==== Excerpted data

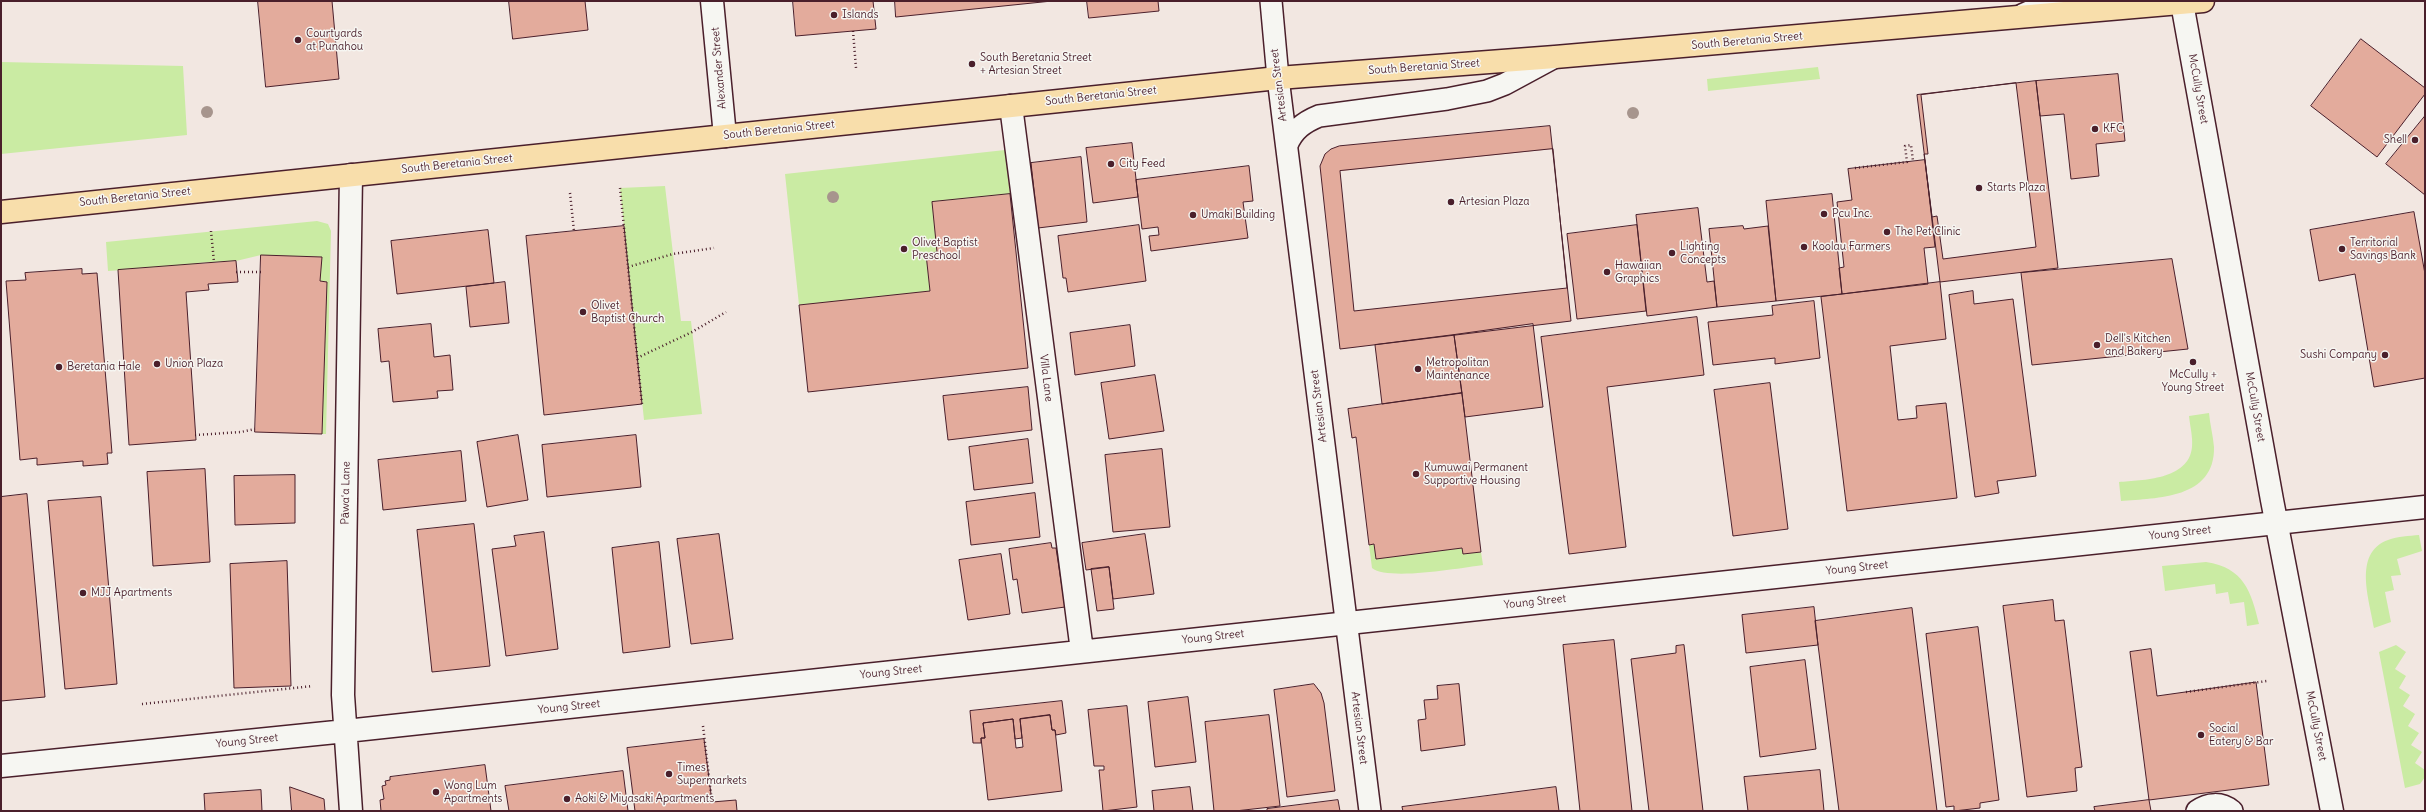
<!DOCTYPE html>
<meta charset="utf-8">
<style>
body{margin:0}
#map{position:relative;width:2426px;height:812px;overflow:hidden;background:#f2e7e1;font-family:Delius,sans-serif}
canvas{display:block}
.frame{position:absolute;inset:0;border:2px solid #4a1f2b;pointer-events:none}
</style>
<div id="map">
<canvas width="2426" height="812"></canvas>
<div class="frame"></div>
</div>
<script>
const ctx = document.querySelector('canvas').getContext('2d');
ctx.lineJoin = 'round';
function fill(path, color) {
  ctx.fillStyle = color;
  ctx.fill(path, 'evenodd');
}
function stroke(path, color, width, dash) {
  ctx.strokeStyle = color;
  ctx.lineWidth = width;
  ctx.lineCap = dash ? 'butt' : 'round';
  ctx.setLineDash(dash || []);
  ctx.stroke(path);
}
function write(font, color, halo, rows, align = 'center') {
  ctx.font = font + ' Delius,sans-serif';
  ctx.lineWidth = 3;
  ctx.setLineDash([]);
  ctx.textBaseline = 'middle';
  ctx.strokeStyle = halo;
  ctx.fillStyle = color;
  for (const [text, x, y, turn = 0] of rows) {
    ctx.save();
    ctx.translate(x, y);
    ctx.rotate((+turn || 0) * Math.PI / 180);
    ctx.textAlign = isNaN(turn) ? turn : align;
    if (halo) ctx.strokeText(text, 0, 0);
    ctx.fillText(text, 0, 0);
    ctx.restore();
  }
}
fill(new Path2D(`
 M1,62L183,66L187,135L1,154Z
 M1818,67L1820,79L1708,91L1707,79Z
 M1005,150L1010,194L932,202L937,252L926,254L930,291L799,305L785,174Z
 M665,186L681,321H691L702,414L644,420L620,188Z
 M317,221L328,224L331,231L326,434H322L327,282L320,281L321,257L261,255L236,261L197,263V265L108,271L106,242Z
 M2209,413C2210,424 2213,436 2214,447C2215,499 2157,498 2121,501L2119,482C2142,480 2189,480 2192,447C2193,437 2190,426 2189,416Z
 M2419,535L2422,551L2397,559L2401,575L2391,576L2394,590L2385,592L2391,622L2374,628C2370,601 2352,553 2388,540C2398,536 2409,536 2419,535Z
 M1374,544L1376,559L1462,548L1463,554L1481,552L1483,565C1460,568 1388,581 1372,568L1369,545Z
 M2206,562C2244,568 2251,591 2259,624L2247,626L2244,602L2230,604L2228,592L2216,594L2215,584L2165,591L2162,566Z
 M2396,645L2406,652L2395,669L2406,676L2399,688L2410,695L2403,706L2415,714L2408,726L2419,733L2411,745L2422,752L2415,763L2425,770V777L2420,784L2405,788L2379,652Z`), '#caeba3');
const building = new Path2D(`
 M258,1H332L339,79L266,87Z
 M509,1H585L588,30L513,39Z
 M793,1H873L876,29L796,36Z
 M895,1H1052L896,17Z
 M1087,1H1158L1159,11L1089,18Z
 M2361,39L2425,88V94L2377,157L2311,106Z
 M2118,74L2125,141L2096,144L2099,176L2071,179L2064,114L2040,116L2036,81Z
 M2036,81L2058,268L1940,282L1917,95Z
 M2016,83L2036,247L1943,259L1937,216L1932,217L1924,154H1928L1921,95Z
 M2425,116V195L2386,164Z
 M1550,126L1571,321L1340,349L1320,166L1325,154L1331,149L1339,146Z
 M1132,143L1138,197L1093,203L1086,148Z
 M1553,149L1567,288L1354,311L1340,171Z
 M1081,157L1087,222L1038,228L1031,163Z
 M1925,160L1935,247L1924,248L1928,284L1842,294L1839,268L1844,267L1837,202L1852,200L1848,169Z
 M1249,166L1253,201L1243,202L1248,238L1151,251L1149,236L1159,235L1158,227L1142,229L1136,180Z
 M1010,194L1028,368L808,392L799,305L930,291L926,254L937,252L932,202Z
 M1832,194L1842,294L1776,301L1766,201Z
 M1698,208L1707,282L1714,281L1717,307L1647,316L1636,215Z
 M2414,212L2425,274V378L2374,387L2355,274L2319,281L2310,230Z
 M1139,225L1146,281L1068,292L1066,278H1063L1058,236Z
 M1637,225L1646,311L1577,319L1567,234Z
 M624,226L642,404L544,415L526,236Z
 M1743,226L1744,229L1768,226L1776,301L1717,307L1709,229Z
 M488,230L494,283L397,294L391,241Z
 M261,255L322,257L320,281L327,282L322,434L255,432Z
 M2172,259L2188,349L2032,365L2021,273Z
 M236,261L238,282L208,284L209,290L186,292L196,440L129,445L118,270Z
 M82,269V274L97,273L112,453H107L108,464L83,466V461L37,465V458L20,460L6,281L26,280L25,273Z
 M505,282L509,323L470,327L466,287Z
 M1940,282L1946,339L1890,346L1898,420L1917,418L1916,406L1946,403L1957,498L1847,511L1821,297Z
 M1973,291L1974,304L2013,299L2036,476L1997,481L1999,493L1975,497L1949,295Z
 M1814,301L1820,358L1775,364V358L1713,365L1708,322L1773,315L1772,306Z
 M1697,317L1704,375L1607,387L1626,547L1569,554L1541,337Z
 M431,324L434,357L450,355L453,390L437,391L438,398L393,402L389,361L381,362L378,329Z
 M1533,324L1543,407L1465,417L1454,335Z
 M1130,325L1135,366L1075,375L1070,333Z
 M1454,335L1462,393L1382,404L1375,345Z
 M1155,375L1164,431L1109,439L1101,383Z
 M1770,383L1788,529L1733,536L1714,390Z
 M1028,387L1032,430L948,440L943,396Z
 M1462,393L1481,552L1463,554L1462,548L1376,559L1374,544L1369,545L1356,437L1352,438L1348,409Z
 M518,435L528,500L487,507L477,442Z
 M636,435L641,487L547,497L542,445Z
 M1028,439L1033,483L974,490L969,447Z
 M1162,449L1170,527L1113,532L1105,455Z
 M461,451L466,501L383,510L378,460Z
 M205,469L210,562L153,566L147,472Z
 M295,475V523L235,525L234,476Z
 M1035,493L1040,537L971,545L966,502Z
 M27,494L45,697L1,701V497Z
 M101,497L117,684L65,689L48,501Z
 M474,524L490,666L432,672L417,530Z
 M544,532L558,649L506,656L492,549L516,546L514,536Z
 M719,534L733,639L691,644L677,539Z
 M1145,534L1154,594L1113,599L1109,567L1086,570L1082,543Z
 M659,542L670,647L623,653L612,548Z
 M1051,543L1052,548H1056L1065,607L1022,613L1017,579L1013,580L1009,549Z
 M1001,554L1010,614L968,620L959,560Z
 M287,561L291,686L234,688L230,564Z
 M1109,567L1114,609L1097,611L1091,569Z
 M2053,600L2055,621L2064,620L2082,767L2075,768L2077,791L2027,797L2003,606Z
 M1814,607L1818,645L1746,653L1742,615Z
 M1912,608L1937,811H1839L1815,621Z
 M1978,627L1999,800L1980,803V808L1954,811V806L1946,807L1926,634Z
 M1614,640L1632,811H1580L1563,645Z
 M1684,645L1703,811H1649L1631,659L1676,653V646Z
 M2151,649L2157,696L2256,682L2269,785L2149,800L2130,652Z
 M1805,660L1816,749L1760,757L1750,667Z
 M1314,684L1321,693L1324,703L1335,791L1287,797L1274,690Z
 M1459,684L1465,745L1421,751L1418,720L1426,719L1424,700L1438,699L1437,686Z
 M1188,697L1196,762L1155,767L1148,702Z
 M1062,701L1066,733L1056,735L1055,730H1052L1050,715L1020,719L1022,738L1015,739L1013,719L983,723L985,738H981V743H973L970,711Z
 M1127,706L1137,807L1103,811L1099,770H1104V766H1094L1088,710Z
 M1050,715L1052,730H1055L1062,791L988,800L981,738H985L983,723L1013,719L1016,748L1023,747L1020,719Z
 M1269,715L1280,806L1235,811H1214L1205,722Z
 M704,739L712,802L736,800L737,811H635L627,748Z
 M485,765L491,811H381L380,800L384,799L382,786L386,785L385,781L390,780V777Z
 M1820,770L1824,811H1748L1744,777Z
 M623,771L628,811H509L505,786Z
 M290,787L324,799L325,811H292Z
 M1190,787L1193,811H1154L1152,791Z
 M1556,787L1559,811H1403L1402,807Z
 M261,790L262,811H205L204,794Z
 M1338,800L1340,811H1267V809Z
 M2149,800L2151,811H2095L2094,807Z`);
fill(building, '#e3ab9c');
stroke(building, '#4a1f2b', 1);
const service = new Path2D(`
 M1271,1L1278,78L1370,811
 M1287,145C1293,130 1304,122 1319,116L1447,99L1487,91L1505,84L1555,57
 M2197,811C2208,803 2221,802 2232,811`);
const minor = new Path2D(`
 M712,1L725,136
 M1011,106L1082,651
 M351,175L343,695L351,811
 M1,766L346,731L2425,507`);
const tertiary = new Path2D(`
 M2023,15L2055,1`);
const secondary = new Path2D(`
 M2182,3L2272,500L2332,811`);
const primary = new Path2D(`
 M1,212L1278,78L1555,57L2203,1`);
stroke(service, '#4a1f2b', 24);
stroke(minor, '#4a1f2b', 25);
stroke(tertiary, '#4a1f2b', 25);
stroke(secondary, '#4a1f2b', 25);
stroke(primary, '#4a1f2b', 25);
stroke(new Path2D(`
 M853,31L856,68
 M1855,168L1907,162L1905,146L1911,145L1913,161
 M620,188L642,404
 M570,193L574,231
 M211,231L214,262
 M628,267L673,254L714,248
 M236,272H261
 M637,358L692,332L726,312
 M195,435L241,432L255,429
 M2186,692L2267,681
 M142,704L313,686
 M703,726L712,802`), '#4a1f2b', 2.5, [1, 3]);
stroke(service, '#f6f6f2', 21);
stroke(minor, '#f6f6f2', 22);
stroke(tertiary, '#f6f6f2', 22);
stroke(secondary, '#f6f6f2', 22);
stroke(primary, '#f8deab', 22);
ctx.fillStyle = '#a7958d';
for (const [x, y] of [
 [207,112],
 [1633,113],
 [833,197]
]) {
  ctx.beginPath();
  ctx.arc(x, y, 6, 0, 2 * Math.PI);
  ctx.fill();
}
for (const [x, y, r, color] of [
 [834,15,4,"#4a1f2b"],
 [298,40,4,"#4a1f2b"],
 [972,64,4,"#4a1f2b"],
 [2095,129,4,"#4a1f2b"],
 [2415,140,4,"#4a1f2b"],
 [1111,164,4,"#4a1f2b"],
 [1979,188,4,"#4a1f2b"],
 [1451,202,4,"#4a1f2b"],
 [1824,214,4,"#4a1f2b"],
 [1193,215,4,"#4a1f2b"],
 [1887,232,4,"#4a1f2b"],
 [1804,247,4,"#4a1f2b"],
 [904,249,4,"#4a1f2b"],
 [2342,249,4,"#4a1f2b"],
 [1672,253,4,"#4a1f2b"],
 [1607,272,4,"#4a1f2b"],
 [583,312,4,"#4a1f2b"],
 [2097,345,4,"#4a1f2b"],
 [2385,355,4,"#4a1f2b"],
 [2193,362,4,"#4a1f2b"],
 [157,364,4,"#4a1f2b"],
 [59,367,4,"#4a1f2b"],
 [1418,369,4,"#4a1f2b"],
 [1416,474,4,"#4a1f2b"],
 [83,593,4,"#4a1f2b"],
 [2201,735,4,"#4a1f2b"],
 [669,774,4,"#4a1f2b"],
 [436,792,4,"#4a1f2b"],
 [567,799,4,"#4a1f2b"]
]) {
  const dot = new Path2D();
  dot.arc(x, y, r, 0, 2 * Math.PI);
  ctx.fillStyle = color;
  ctx.fill(dot);
  stroke(dot, '#f6f6f2', 1.5);
}
write('11px', '#4a1f2b', '#f6f6f2', [
 ["Islands",842,15],
 ["Courtyards",306,34],
 ["at Punahou",306,47],
 ["South Beretania Street",980,58],
 ["+ Artesian Street",980,71],
 ["KFC",2103,129],
 ["Shell",2407,140,"right"],
 ["City Feed",1119,164],
 ["Starts Plaza",1987,188],
 ["Artesian Plaza",1459,202],
 ["Pcu Inc.",1832,214],
 ["Umaki Building",1201,215],
 ["The Pet Clinic",1895,232],
 ["Olivet Baptist",912,243],
 ["Preschool",912,256],
 ["Territorial",2350,243],
 ["Savings Bank",2350,256],
 ["Lighting",1680,247],
 ["Concepts",1680,260],
 ["Koolau Farmers",1812,247],
 ["Hawaiian",1615,266],
 ["Graphics",1615,279],
 ["Olivet",591,306],
 ["Baptist Church",591,319],
 ["Dell's Kitchen",2105,339],
 ["and Bakery",2105,352],
 ["Sushi Company",2377,355,"right"],
 ["Metropolitan",1426,363],
 ["Maintenance",1426,376],
 ["Union Plaza",165,364],
 ["Beretania Hale",67,367],
 ["McCully +",2193,375,"center"],
 ["Young Street",2193,388,"center"],
 ["Kumuwai Permanent",1424,468],
 ["Supportive Housing",1424,481],
 ["MJJ Apartments",91,593],
 ["Social",2209,729],
 ["Eatery & Bar",2209,742],
 ["Times",677,768],
 ["Supermarkets",677,781],
 ["Wong Lum",444,786],
 ["Apartments",444,799],
 ["Aoki & Miyasaki Apartments",575,799]
], 'left');
write('11px', '#4a1f2b', '#f6f6f2', [
 ["South Beretania Street",1747,41,-5],
 ["South Beretania Street",1424,67,-4],
 ["Alexander Street",719,68,-95],
 ["Artesian Street",1279,85,-97],
 ["McCully Street",2198,89,80],
 ["South Beretania Street",1101,96,-6],
 ["South Beretania Street",779,130,-6],
 ["South Beretania Street",457,164,-6],
 ["South Beretania Street",135,197,-6],
 ["Villa Lane",1046,378,83],
 ["Artesian Street",1319,406,-97],
 ["McCully Street",2255,407,80],
 ["Pāwaʻa Lane",346,493,-89],
 ["Young Street",2180,533,-6],
 ["Young Street",1857,568,-6],
 ["Young Street",1535,602,-6],
 ["Young Street",1213,637,-6],
 ["Young Street",891,672,-6],
 ["Young Street",569,707,-6],
 ["McCully Street",2316,726,79],
 ["Artesian Street",1359,728,83],
 ["Young Street",247,741,-6]
]);
</script>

========

Work order:
Copy out only the lines of the records above from the one with "M1081,157L1087,222L1038,228L1031,163Z" through the one with "M1139,225L1146,281L1068,292L1066,278H1063L1058,236Z", exactly as they stand, both included.

Answer section:
 M1081,157L1087,222L1038,228L1031,163Z
 M1925,160L1935,247L1924,248L1928,284L1842,294L1839,268L1844,267L1837,202L1852,200L1848,169Z
 M1249,166L1253,201L1243,202L1248,238L1151,251L1149,236L1159,235L1158,227L1142,229L1136,180Z
 M1010,194L1028,368L808,392L799,305L930,291L926,254L937,252L932,202Z
 M1832,194L1842,294L1776,301L1766,201Z
 M1698,208L1707,282L1714,281L1717,307L1647,316L1636,215Z
 M2414,212L2425,274V378L2374,387L2355,274L2319,281L2310,230Z
 M1139,225L1146,281L1068,292L1066,278H1063L1058,236Z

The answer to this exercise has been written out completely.